Records from a data collection:
******

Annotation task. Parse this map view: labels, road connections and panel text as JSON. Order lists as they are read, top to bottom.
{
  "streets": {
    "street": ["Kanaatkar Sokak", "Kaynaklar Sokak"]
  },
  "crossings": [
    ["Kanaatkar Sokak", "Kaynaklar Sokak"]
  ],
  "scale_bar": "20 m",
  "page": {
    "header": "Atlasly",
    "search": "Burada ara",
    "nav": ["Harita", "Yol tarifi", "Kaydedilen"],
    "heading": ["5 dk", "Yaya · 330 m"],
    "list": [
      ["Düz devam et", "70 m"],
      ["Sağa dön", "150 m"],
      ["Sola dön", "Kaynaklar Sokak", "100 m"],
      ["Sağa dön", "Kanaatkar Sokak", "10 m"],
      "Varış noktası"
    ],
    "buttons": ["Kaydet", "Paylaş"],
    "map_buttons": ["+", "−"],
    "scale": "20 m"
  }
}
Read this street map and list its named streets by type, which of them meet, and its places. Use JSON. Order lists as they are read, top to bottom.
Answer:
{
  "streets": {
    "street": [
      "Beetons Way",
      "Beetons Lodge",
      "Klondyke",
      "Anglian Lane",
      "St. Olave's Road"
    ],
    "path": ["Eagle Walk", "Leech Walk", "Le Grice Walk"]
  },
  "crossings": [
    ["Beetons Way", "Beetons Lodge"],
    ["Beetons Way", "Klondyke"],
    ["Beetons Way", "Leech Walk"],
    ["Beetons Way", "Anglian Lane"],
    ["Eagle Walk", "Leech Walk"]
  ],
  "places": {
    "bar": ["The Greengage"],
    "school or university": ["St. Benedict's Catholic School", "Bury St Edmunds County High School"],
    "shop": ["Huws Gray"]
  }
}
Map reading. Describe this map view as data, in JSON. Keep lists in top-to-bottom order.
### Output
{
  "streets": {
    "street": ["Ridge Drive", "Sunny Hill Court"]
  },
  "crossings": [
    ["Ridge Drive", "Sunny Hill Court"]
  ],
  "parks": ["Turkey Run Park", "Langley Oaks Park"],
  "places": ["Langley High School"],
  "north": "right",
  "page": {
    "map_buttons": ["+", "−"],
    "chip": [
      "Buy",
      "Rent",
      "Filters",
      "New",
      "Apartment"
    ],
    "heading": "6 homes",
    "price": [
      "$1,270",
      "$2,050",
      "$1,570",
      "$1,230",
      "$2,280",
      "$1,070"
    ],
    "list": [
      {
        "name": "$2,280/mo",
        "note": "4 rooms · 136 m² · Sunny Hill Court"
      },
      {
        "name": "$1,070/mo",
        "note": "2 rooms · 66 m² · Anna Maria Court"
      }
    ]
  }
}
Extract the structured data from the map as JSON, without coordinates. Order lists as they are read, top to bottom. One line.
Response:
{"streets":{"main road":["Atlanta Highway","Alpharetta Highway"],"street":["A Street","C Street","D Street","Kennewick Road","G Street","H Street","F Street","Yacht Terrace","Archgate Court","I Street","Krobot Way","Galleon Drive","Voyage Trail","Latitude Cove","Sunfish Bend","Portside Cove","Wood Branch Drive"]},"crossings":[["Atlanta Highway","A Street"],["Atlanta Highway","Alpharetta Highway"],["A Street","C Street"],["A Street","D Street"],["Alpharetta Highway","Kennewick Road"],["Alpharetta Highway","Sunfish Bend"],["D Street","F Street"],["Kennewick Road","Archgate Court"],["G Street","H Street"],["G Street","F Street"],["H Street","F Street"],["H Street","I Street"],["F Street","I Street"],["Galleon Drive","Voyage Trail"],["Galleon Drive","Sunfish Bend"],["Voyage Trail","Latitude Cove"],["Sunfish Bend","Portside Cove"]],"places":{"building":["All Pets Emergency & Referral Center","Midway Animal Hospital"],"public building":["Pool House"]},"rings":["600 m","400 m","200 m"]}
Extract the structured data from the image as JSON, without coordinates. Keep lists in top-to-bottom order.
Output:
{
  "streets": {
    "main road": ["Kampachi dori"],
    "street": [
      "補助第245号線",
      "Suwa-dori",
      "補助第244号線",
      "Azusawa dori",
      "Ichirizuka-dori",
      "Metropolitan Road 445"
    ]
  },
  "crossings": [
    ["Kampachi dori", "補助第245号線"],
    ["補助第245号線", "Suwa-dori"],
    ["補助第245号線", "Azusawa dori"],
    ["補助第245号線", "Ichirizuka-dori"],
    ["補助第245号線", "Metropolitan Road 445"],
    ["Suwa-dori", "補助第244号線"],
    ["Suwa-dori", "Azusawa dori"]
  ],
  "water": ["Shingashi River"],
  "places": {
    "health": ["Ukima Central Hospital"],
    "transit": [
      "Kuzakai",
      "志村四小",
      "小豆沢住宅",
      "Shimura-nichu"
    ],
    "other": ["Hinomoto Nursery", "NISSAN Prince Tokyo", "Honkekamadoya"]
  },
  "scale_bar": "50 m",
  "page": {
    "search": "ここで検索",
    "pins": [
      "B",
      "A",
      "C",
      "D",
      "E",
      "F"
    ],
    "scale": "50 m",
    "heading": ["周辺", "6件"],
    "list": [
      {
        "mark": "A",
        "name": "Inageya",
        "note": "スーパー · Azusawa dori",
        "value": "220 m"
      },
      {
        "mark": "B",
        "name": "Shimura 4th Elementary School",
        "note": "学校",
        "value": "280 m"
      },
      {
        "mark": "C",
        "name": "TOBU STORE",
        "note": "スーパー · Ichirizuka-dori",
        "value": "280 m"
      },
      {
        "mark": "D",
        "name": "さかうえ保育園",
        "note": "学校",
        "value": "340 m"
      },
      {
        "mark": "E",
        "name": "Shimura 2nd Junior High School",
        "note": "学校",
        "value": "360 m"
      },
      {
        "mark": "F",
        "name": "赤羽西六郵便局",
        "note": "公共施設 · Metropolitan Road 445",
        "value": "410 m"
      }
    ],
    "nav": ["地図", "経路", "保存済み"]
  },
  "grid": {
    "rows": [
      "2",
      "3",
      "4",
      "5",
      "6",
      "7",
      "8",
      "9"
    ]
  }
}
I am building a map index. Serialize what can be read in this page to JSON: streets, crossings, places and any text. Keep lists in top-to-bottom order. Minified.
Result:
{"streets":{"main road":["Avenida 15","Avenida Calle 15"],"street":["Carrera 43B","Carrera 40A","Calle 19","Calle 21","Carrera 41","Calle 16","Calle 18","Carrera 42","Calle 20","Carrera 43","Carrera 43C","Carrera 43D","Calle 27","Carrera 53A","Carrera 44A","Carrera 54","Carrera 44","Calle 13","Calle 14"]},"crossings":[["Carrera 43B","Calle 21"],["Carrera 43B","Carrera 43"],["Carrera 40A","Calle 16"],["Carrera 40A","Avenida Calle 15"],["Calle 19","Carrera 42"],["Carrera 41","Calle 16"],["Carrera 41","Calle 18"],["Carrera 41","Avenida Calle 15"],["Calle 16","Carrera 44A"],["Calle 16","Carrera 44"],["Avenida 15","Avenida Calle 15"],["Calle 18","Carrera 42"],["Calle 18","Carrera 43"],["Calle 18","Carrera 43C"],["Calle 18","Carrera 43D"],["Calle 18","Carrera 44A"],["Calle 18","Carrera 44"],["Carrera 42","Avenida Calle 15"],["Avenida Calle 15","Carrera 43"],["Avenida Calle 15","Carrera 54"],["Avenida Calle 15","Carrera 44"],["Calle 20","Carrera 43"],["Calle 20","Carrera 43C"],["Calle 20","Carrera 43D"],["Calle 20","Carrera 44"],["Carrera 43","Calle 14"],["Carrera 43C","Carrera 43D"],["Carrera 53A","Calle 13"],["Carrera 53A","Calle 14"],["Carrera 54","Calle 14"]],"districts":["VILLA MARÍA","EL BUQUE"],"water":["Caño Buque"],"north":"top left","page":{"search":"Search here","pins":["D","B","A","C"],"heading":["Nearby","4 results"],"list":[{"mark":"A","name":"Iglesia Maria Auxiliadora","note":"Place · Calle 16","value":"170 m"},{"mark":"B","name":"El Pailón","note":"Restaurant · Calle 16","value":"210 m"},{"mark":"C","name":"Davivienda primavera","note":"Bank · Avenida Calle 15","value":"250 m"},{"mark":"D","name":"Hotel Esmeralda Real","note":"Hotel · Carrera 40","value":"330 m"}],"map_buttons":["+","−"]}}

******

## Problem requirements
Please output exactly the lines between the one holding "Map reading. Describe" and the one holding "Extract the structured data from the map" in the records above, inclusive, and nothing more.

## Solution below
Map reading. Describe this map view as data, in JSON. Keep lists in top-to-bottom order.
### Output
{
  "streets": {
    "street": ["Ridge Drive", "Sunny Hill Court"]
  },
  "crossings": [
    ["Ridge Drive", "Sunny Hill Court"]
  ],
  "parks": ["Turkey Run Park", "Langley Oaks Park"],
  "places": ["Langley High School"],
  "north": "right",
  "page": {
    "map_buttons": ["+", "−"],
    "chip": [
      "Buy",
      "Rent",
      "Filters",
      "New",
      "Apartment"
    ],
    "heading": "6 homes",
    "price": [
      "$1,270",
      "$2,050",
      "$1,570",
      "$1,230",
      "$2,280",
      "$1,070"
    ],
    "list": [
      {
        "name": "$2,280/mo",
        "note": "4 rooms · 136 m² · Sunny Hill Court"
      },
      {
        "name": "$1,070/mo",
        "note": "2 rooms · 66 m² · Anna Maria Court"
      }
    ]
  }
}
Extract the structured data from the map as JSON, without coordinates. Order lists as they are read, top to bottom. One line.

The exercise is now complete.